→ **Data below**

########################################

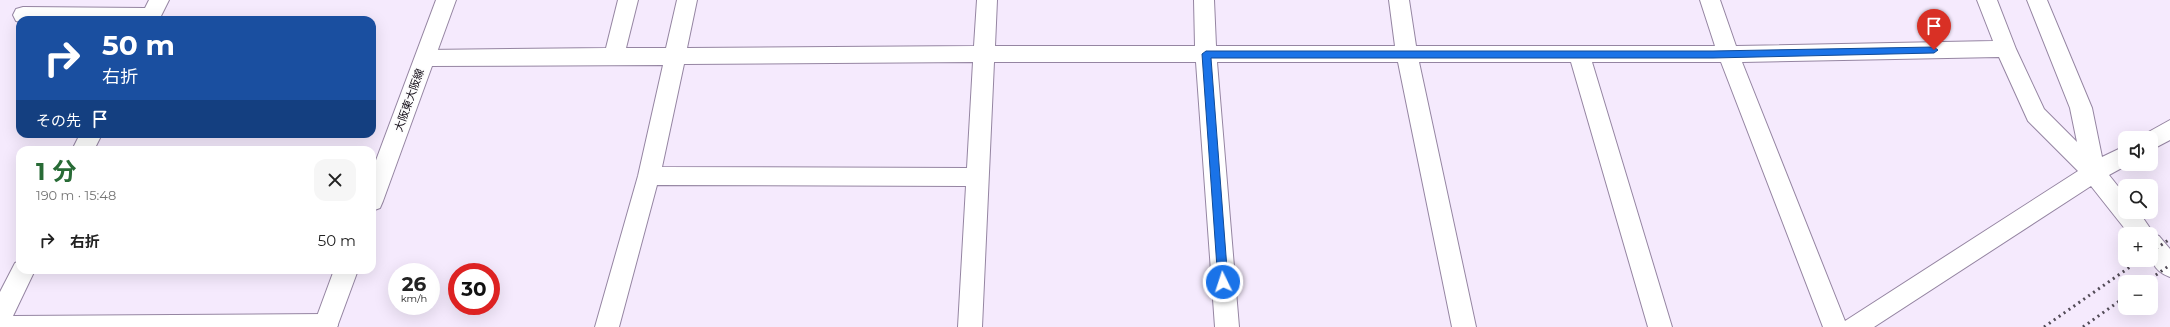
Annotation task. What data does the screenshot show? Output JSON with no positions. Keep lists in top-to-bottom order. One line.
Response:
{"streets":{"street":["大阪東大阪線"]},"page":{"turn":["50 m","右折"],"then":"その先","map_buttons":["+","−"],"heading":["1 分","190 m · 15:48"],"list":[{"name":"右折","value":"50 m"}],"speed":"26 km/h","limit":"30"}}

########################################

→ **Task details**
Every line above needs to be written out again as it stands. Pictures do not belong in the copy.

→ **Completed exercise**
Annotation task. What data does the screenshot show? Output JSON with no positions. Keep lists in top-to-bottom order. One line.
Response:
{"streets":{"street":["大阪東大阪線"]},"page":{"turn":["50 m","右折"],"then":"その先","map_buttons":["+","−"],"heading":["1 分","190 m · 15:48"],"list":[{"name":"右折","value":"50 m"}],"speed":"26 km/h","limit":"30"}}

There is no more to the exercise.